Could you live in just 425 square feet? There's a micro house for sale in Minneapolis with a mansion-envy location, just two blocks from Cedar Lake.
Built in 1922, decades before the tiny house trend, this home is no fixer-upper. It's already been fixed, just last year, including a brand-new kitchen and bathroom, plus new plumbing and electrical sytems and new windows.
The house, which faces a wetland, is in a somewhat secluded neighborhood of much larger and newer homes. Real estate agent Sherri Beier, Coldwell Banker, speculates that it was originally built as someone's rustic getaway spot. The bathroom appears to have been added later, and the house has a chimney but no fireplace, leading her to guess there was once a wood-burning stove. "A little cottage that morphed into this baby house," she said. "A lot of people are curious about it."
The house had been a rental property and was in rough shape when owner John Nyagaka bought it in 2017, intending to build a new house on the lot. "It was pretty bad — kind of an eyesore," he said. "It was a teardown, let's be honest."
Nyagaka cleaned up the house and moved in while he worked with an architect on plans for a new house. He fell in love with the setting with its mature trees and wildlife, including deer, ducks and birds. "You hear frogs," he said. "You're in the city but you don't feel like you are. You forget you're in Minneapolis."
Eventually the little house began to grow on him, and he decided to remodel it rather than tear it down.
"It's small, but I'm kind of a minimalist anyway," he said.
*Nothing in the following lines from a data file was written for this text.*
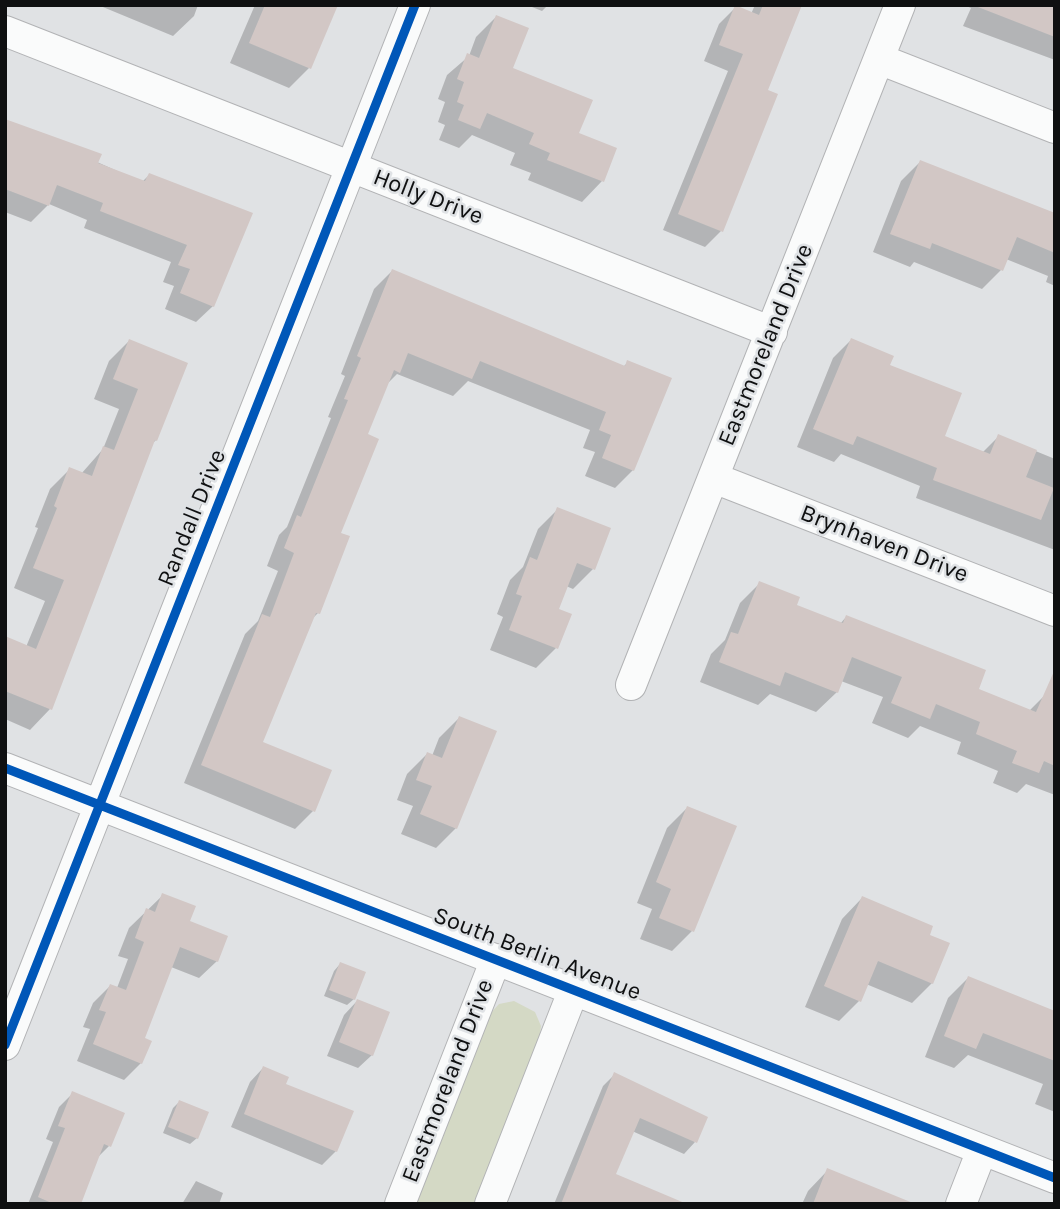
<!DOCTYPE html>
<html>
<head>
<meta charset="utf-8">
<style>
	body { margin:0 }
	#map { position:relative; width:1060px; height:1209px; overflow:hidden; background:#e0e2e4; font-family:Karla,sans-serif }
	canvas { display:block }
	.frame { position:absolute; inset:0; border:7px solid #0f1011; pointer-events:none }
</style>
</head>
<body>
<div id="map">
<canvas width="1060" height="1209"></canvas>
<div class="frame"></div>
</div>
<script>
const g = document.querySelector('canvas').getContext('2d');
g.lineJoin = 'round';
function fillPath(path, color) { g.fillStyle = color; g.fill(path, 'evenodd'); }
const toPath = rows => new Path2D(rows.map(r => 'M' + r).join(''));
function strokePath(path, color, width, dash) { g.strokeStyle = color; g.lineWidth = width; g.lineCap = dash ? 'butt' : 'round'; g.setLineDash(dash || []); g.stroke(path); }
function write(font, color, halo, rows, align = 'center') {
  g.font = font + ' Karla,sans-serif'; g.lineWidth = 5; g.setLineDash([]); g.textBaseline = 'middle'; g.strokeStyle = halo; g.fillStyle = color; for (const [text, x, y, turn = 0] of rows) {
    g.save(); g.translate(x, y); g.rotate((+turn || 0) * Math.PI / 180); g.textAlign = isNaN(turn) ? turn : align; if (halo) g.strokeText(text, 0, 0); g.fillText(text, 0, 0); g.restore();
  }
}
fillPath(toPath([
	[514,1001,535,1012,541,1026,539,1042,475,1204,413,1204,487,1017,499,1004]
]), '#d4d9c5');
fillPath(toPath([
	[98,5,198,5,194,16,173,36],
	[255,5,336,5,309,68,289,88,230,63],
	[527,5,548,5,542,11],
	[755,5,800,5,766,91,721,231,705,247,663,230,728,71,704,61,719,24,736,7,751,14],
	[964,5,1055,5,1055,60,963,26,971,8],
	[496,17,510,69,577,134,615,149,602,181,582,202,528,180,531,173,510,165,515,153,472,135,459,148,439,140,445,125,438,122,445,102,438,99,447,75,469,56,476,37],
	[5,121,142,182,149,175,250,214,213,306,196,322,165,309,174,286,163,282,171,262,84,228,87,220,49,204,31,222,5,212],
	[920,162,1055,216,1055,286,1046,282,1048,276,1006,259,1001,270,982,289,914,262,910,267,873,252,901,181],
	[392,271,623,367,628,362,633,470,615,488,585,476,595,452,583,448,590,430,468,381,453,396,397,374,386,385,366,435,318,613,310,621,260,743,313,811,295,829,184,783,245,634,258,621,278,571,267,566,279,535,287,527,331,418,328,417,345,376,341,374,374,289],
	[851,340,887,366,943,437,982,453,999,436,1055,459,1055,550,916,498,920,486,841,454,834,462,797,447,833,358],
	[129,341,156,440,151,445,50,709,30,730,5,719,5,638,26,647,45,601,14,588,38,528,35,527,50,489,70,469,81,474,103,449,119,409,94,399,109,361],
	[558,509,593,569,573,589,566,586,557,610,556,648,536,668,490,650,503,617,497,614,510,580,523,567,538,529],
	[760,583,794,606,840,624,846,617,976,690,1029,711,1044,696,1055,700,1055,795,1026,784,1017,793,993,783,998,771,957,754,961,742,920,726,908,738,872,723,883,697,841,681,837,692,816,712,770,694,758,705,700,682,711,654,725,640,740,603],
	[459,718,456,828,436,848,401,834,413,806,397,800,407,774,427,754,432,756,439,738],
	[687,808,692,931,672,951,640,939,652,909,637,903,667,828],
	[163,895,217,961,199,978,171,967,143,1039,141,1063,124,1080,77,1061,90,1029,83,1027,93,1003,110,986,117,988,128,959,118,956,129,928],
	[862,898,928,936,932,983,912,1003,866,984,859,1001,839,1021,805,1007,842,919],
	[340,964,354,999,347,1005,324,996,334,971],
	[968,978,1055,1029,1055,1112,1035,1104,1043,1084,968,1055,954,1068,925,1057,948,998],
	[357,1001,372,1055,358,1068,327,1056,344,1015],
	[263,1068,284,1085,336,1151,322,1165,231,1127,250,1082],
	[615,1074,695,1142,684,1154,632,1131,614,1175,678,1204,554,1204,603,1086],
	[73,1093,109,1146,96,1159,79,1204,28,1204,53,1142,46,1139,59,1107],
	[179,1102,197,1138,190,1144,163,1133,173,1108],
	[828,1170,871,1204,802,1204,808,1191],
	[196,1181,223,1193,219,1204,182,1204]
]), '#0003');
fillPath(toPath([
	[265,5,338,5,311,69,249,43],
	[735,5,759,15,763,5,802,5,768,90,778,94,723,232,678,214,743,54,719,45],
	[979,5,1055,5,1055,37,978,7],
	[496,15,529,28,513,68,593,100,579,133,617,148,604,182,547,160,550,153,529,144,534,133,487,113,480,129,458,120,464,105,457,102,464,82,457,79,467,53,479,58],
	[5,119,102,154,98,163,145,181,149,173,253,213,214,307,180,293,190,269,178,265,187,245,100,211,103,203,57,185,49,206,5,189],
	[920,160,1055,213,1055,253,1017,237,1003,271,932,243,930,249,890,234],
	[392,269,625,366,627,360,672,378,634,471,602,458,611,435,599,430,606,412,480,361,472,379,408,353,400,373,394,370,368,434,379,439,341,533,350,536,320,614,316,613,263,742,332,770,315,812,201,765,262,614,270,617,294,553,284,548,297,515,301,517,348,400,344,399,361,358,357,356],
	[851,338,894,356,890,365,962,393,945,436,990,454,998,434,1037,450,1026,477,1054,488,1041,520,933,480,937,468,857,436,853,445,813,429],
	[129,339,188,363,157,441,155,440,52,710,5,691,5,636,36,649,64,580,33,568,57,508,54,506,69,467,92,476,103,446,114,450,138,389,113,379],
	[557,507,611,528,595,570,577,563,559,609,572,614,558,649,509,630,522,596,516,594,530,557,537,560],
	[759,581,800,597,797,605,843,623,846,615,986,670,979,689,1036,712,1055,669,1055,766,1044,761,1039,773,1012,763,1017,751,976,734,980,722,936,704,930,719,891,703,902,677,852,657,838,693,785,672,780,686,719,662,731,632,738,634],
	[459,716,497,731,457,829,420,814,432,786,416,780,427,752,442,758],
	[687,806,737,826,694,932,659,918,671,889,656,882],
	[162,893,196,906,190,921,228,936,218,962,180,947,145,1038,152,1041,142,1064,93,1044,106,1012,99,1010,110,984,126,990,144,942,135,938,146,908,155,912],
	[862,896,933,926,930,935,950,943,933,984,878,961,861,1002,824,986],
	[340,962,366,972,355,1000,329,990],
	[968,976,1055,1011,1055,1061,983,1033,976,1049,944,1036],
	[357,999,390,1012,373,1056,339,1042],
	[263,1066,289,1077,286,1084,354,1111,337,1152,244,1114],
	[614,1072,708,1117,697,1143,640,1118,616,1174,687,1204,561,1204],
	[72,1091,125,1113,111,1147,104,1144,81,1204,54,1204,38,1197,65,1128,58,1126],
	[179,1100,209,1112,198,1139,168,1127],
	[827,1168,913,1203,913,1204,813,1204]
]), '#d2c7c5');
const minor = toPath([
	[5,31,772,332],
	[879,59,1055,128],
	[714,478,1055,611],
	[631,685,900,5],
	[5,768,1055,1178],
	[5,1045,415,5],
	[400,1204,496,959],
	[490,1204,574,989],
	[961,1204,982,1150]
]);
strokePath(minor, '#b2b3b5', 32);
strokePath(minor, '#fafbfb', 30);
strokePath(toPath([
	[5,768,1055,1178],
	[5,1045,415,5]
]), '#0057b8', 9);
write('24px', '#0f1011', '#dfe2e5', [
	["Holly Drive",428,197,21],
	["Eastmoreland Drive",766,345,-68],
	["Randall Drive",192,518,-68],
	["Brynhaven Drive",884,544,21],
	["South Berlin Avenue",537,954,21],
	["Eastmoreland Drive",448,1081,-69]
]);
</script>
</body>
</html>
Last year Nyagaka gutted and updated the entire house. "It didn't have a true closet," he said, so he tore out one wall to add a small walk-in closet. The remodeled house is just two rooms — a kitchen and living room/bedroom, plus a bathroom — but they're as fresh and modern as a new condo, with engineered wood floors, quartz countertops, white cabinets, subway tile, new appliances and a ¾ bath with a new floor of slate-hued penny tile. There's even a window seat.